Find the line holding "font-size:21px; fill:#232228; stroke:#fff" in the entries below. Give it again exactly, along with every line after it up to and including the line holding "M 881,812 L 886,819 L 821,864 L 818,860 Z".

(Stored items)
----------

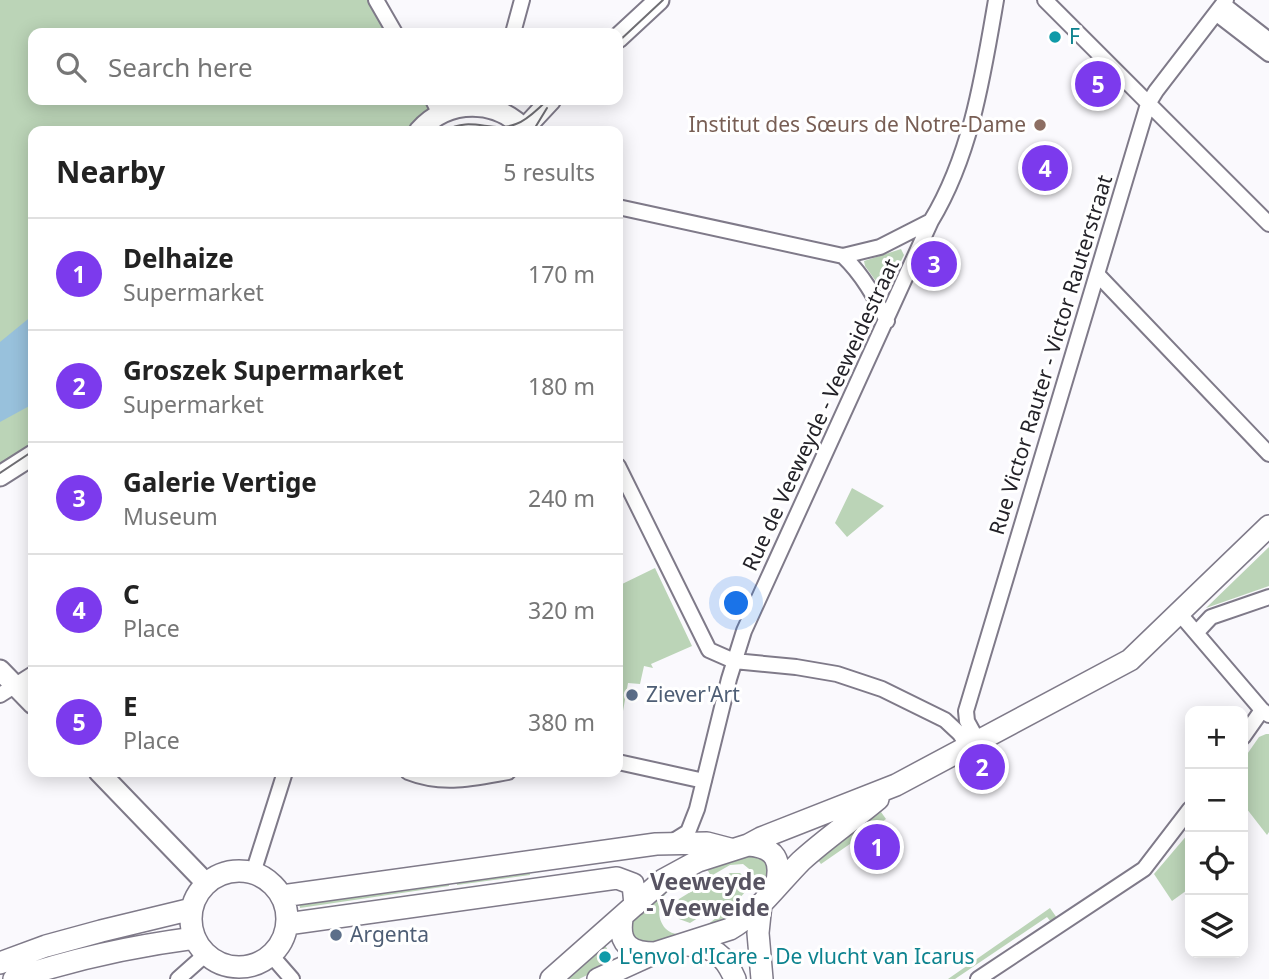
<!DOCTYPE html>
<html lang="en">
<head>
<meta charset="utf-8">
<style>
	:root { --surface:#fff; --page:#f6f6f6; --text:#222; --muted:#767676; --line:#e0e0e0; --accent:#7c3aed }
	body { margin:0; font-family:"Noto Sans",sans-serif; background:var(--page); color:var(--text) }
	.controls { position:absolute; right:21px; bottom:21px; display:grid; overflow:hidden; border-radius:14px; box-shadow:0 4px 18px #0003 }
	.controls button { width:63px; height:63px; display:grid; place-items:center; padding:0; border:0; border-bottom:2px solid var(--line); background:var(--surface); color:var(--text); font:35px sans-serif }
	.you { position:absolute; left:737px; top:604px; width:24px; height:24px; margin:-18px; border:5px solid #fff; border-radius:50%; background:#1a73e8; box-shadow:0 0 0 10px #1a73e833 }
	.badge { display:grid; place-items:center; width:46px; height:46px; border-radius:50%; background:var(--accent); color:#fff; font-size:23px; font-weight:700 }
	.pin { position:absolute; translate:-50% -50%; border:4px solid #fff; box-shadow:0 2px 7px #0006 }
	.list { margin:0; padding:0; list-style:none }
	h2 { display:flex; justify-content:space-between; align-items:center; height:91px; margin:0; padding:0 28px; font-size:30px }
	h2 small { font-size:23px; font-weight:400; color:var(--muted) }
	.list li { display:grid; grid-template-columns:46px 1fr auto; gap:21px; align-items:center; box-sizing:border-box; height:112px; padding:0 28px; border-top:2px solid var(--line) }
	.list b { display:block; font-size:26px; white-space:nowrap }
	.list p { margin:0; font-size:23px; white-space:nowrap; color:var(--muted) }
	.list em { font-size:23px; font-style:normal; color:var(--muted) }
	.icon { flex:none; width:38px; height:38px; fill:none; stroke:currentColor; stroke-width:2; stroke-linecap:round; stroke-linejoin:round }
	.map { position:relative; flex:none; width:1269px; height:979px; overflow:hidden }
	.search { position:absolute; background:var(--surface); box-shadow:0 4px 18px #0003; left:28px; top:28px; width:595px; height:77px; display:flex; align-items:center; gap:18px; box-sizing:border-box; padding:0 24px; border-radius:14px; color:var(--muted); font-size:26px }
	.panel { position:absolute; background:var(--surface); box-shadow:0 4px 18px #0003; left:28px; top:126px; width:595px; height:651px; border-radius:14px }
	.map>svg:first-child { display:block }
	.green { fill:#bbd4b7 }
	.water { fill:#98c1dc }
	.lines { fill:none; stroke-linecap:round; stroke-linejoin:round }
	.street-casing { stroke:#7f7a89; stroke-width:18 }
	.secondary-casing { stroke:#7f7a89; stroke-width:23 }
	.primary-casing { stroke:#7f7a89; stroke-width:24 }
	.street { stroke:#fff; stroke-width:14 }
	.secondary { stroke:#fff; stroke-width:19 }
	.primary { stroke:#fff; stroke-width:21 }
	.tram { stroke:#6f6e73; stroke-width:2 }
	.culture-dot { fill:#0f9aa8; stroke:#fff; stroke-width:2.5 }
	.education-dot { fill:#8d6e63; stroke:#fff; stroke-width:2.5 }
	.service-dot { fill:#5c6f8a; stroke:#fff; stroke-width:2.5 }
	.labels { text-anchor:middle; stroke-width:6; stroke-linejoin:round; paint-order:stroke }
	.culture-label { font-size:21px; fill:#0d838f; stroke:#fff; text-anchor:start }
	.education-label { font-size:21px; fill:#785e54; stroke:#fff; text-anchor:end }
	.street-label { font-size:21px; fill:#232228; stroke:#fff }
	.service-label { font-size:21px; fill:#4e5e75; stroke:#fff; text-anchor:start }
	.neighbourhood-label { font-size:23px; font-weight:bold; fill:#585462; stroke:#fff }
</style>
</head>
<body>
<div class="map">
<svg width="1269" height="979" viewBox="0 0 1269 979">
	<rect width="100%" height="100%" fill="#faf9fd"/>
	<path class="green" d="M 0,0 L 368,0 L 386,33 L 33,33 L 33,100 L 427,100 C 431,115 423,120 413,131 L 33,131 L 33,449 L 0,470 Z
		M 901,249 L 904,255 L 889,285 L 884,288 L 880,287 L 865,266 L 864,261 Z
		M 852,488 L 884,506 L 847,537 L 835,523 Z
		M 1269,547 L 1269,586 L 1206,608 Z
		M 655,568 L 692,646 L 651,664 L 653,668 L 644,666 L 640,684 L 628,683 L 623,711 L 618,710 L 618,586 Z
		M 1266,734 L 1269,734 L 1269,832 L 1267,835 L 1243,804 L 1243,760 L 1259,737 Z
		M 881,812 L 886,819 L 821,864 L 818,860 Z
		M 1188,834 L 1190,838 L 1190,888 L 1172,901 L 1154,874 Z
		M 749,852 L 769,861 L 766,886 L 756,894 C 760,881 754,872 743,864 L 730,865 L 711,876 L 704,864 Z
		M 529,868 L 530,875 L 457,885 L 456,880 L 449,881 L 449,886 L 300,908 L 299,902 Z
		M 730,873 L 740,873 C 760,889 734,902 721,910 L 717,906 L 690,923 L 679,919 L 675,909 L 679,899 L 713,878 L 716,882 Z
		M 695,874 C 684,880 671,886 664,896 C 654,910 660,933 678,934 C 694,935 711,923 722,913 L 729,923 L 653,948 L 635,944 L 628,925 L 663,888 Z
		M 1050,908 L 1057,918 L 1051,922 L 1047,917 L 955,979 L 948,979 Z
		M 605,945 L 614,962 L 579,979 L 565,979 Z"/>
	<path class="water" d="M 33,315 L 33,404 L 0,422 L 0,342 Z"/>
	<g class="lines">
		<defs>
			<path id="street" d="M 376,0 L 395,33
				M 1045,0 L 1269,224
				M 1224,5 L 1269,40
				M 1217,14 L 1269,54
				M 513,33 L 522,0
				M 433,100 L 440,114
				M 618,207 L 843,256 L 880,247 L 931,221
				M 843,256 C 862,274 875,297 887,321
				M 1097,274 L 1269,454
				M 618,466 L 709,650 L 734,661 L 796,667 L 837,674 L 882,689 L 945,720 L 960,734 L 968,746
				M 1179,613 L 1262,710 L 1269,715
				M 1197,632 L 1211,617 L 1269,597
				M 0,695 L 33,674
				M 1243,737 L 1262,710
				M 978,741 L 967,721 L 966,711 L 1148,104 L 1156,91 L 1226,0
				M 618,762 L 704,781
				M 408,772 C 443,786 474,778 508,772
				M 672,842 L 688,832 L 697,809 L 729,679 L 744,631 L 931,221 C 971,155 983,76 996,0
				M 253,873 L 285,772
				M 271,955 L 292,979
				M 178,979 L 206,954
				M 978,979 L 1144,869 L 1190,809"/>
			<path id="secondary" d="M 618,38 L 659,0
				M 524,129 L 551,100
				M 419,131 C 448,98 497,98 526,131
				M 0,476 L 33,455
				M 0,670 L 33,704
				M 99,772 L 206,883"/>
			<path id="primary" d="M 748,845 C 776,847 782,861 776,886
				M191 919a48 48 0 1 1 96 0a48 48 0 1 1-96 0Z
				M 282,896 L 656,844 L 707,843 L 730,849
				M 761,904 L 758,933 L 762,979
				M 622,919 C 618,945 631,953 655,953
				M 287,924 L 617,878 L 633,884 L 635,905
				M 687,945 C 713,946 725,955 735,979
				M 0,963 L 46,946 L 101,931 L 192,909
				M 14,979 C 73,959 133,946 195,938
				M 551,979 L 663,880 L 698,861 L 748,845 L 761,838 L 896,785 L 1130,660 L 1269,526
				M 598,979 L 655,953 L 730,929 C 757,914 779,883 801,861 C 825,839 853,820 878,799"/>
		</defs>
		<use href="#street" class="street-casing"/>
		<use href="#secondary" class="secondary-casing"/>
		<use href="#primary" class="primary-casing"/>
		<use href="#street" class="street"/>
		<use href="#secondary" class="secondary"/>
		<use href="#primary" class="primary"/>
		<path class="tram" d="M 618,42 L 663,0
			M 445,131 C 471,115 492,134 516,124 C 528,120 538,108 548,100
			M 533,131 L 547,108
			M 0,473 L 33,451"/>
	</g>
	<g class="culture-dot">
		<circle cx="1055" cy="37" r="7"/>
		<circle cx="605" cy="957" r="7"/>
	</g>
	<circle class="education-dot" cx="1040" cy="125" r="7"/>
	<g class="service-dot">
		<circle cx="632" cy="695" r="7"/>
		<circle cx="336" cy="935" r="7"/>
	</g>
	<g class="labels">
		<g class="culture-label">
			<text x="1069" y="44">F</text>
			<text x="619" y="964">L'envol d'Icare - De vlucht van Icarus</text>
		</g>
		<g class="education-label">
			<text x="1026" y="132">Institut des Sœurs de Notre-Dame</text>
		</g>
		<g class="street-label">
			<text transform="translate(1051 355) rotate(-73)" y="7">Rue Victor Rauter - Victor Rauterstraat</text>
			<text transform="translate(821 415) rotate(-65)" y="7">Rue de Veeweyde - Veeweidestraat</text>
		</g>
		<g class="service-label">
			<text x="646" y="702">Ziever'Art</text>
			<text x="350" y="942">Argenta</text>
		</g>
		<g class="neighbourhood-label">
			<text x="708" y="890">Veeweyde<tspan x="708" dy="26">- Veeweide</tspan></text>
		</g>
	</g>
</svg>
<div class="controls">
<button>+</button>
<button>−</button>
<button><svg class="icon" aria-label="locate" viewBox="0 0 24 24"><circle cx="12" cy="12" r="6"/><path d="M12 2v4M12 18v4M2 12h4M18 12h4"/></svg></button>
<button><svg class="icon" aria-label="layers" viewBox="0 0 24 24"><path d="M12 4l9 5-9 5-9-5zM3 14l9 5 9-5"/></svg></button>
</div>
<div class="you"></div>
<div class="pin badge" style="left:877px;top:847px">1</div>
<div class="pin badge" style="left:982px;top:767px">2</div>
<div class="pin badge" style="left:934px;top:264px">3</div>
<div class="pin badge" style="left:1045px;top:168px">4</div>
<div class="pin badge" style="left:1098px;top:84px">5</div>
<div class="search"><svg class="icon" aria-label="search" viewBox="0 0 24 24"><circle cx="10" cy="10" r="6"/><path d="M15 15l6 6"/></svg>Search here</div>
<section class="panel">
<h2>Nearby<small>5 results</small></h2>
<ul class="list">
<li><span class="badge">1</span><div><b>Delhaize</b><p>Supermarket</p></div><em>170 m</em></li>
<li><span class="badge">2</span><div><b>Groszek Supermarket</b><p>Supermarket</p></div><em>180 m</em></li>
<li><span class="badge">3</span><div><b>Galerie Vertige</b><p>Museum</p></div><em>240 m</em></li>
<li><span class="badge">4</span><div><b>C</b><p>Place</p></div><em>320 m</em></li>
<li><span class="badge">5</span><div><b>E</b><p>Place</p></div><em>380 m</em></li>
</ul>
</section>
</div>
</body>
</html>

----------

PROBLEM SOLUTION:
	.street-label { font-size:21px; fill:#232228; stroke:#fff }
	.service-label { font-size:21px; fill:#4e5e75; stroke:#fff; text-anchor:start }
	.neighbourhood-label { font-size:23px; font-weight:bold; fill:#585462; stroke:#fff }
</style>
</head>
<body>
<div class="map">
<svg width="1269" height="979" viewBox="0 0 1269 979">
	<rect width="100%" height="100%" fill="#faf9fd"/>
	<path class="green" d="M 0,0 L 368,0 L 386,33 L 33,33 L 33,100 L 427,100 C 431,115 423,120 413,131 L 33,131 L 33,449 L 0,470 Z
		M 901,249 L 904,255 L 889,285 L 884,288 L 880,287 L 865,266 L 864,261 Z
		M 852,488 L 884,506 L 847,537 L 835,523 Z
		M 1269,547 L 1269,586 L 1206,608 Z
		M 655,568 L 692,646 L 651,664 L 653,668 L 644,666 L 640,684 L 628,683 L 623,711 L 618,710 L 618,586 Z
		M 1266,734 L 1269,734 L 1269,832 L 1267,835 L 1243,804 L 1243,760 L 1259,737 Z
		M 881,812 L 886,819 L 821,864 L 818,860 Z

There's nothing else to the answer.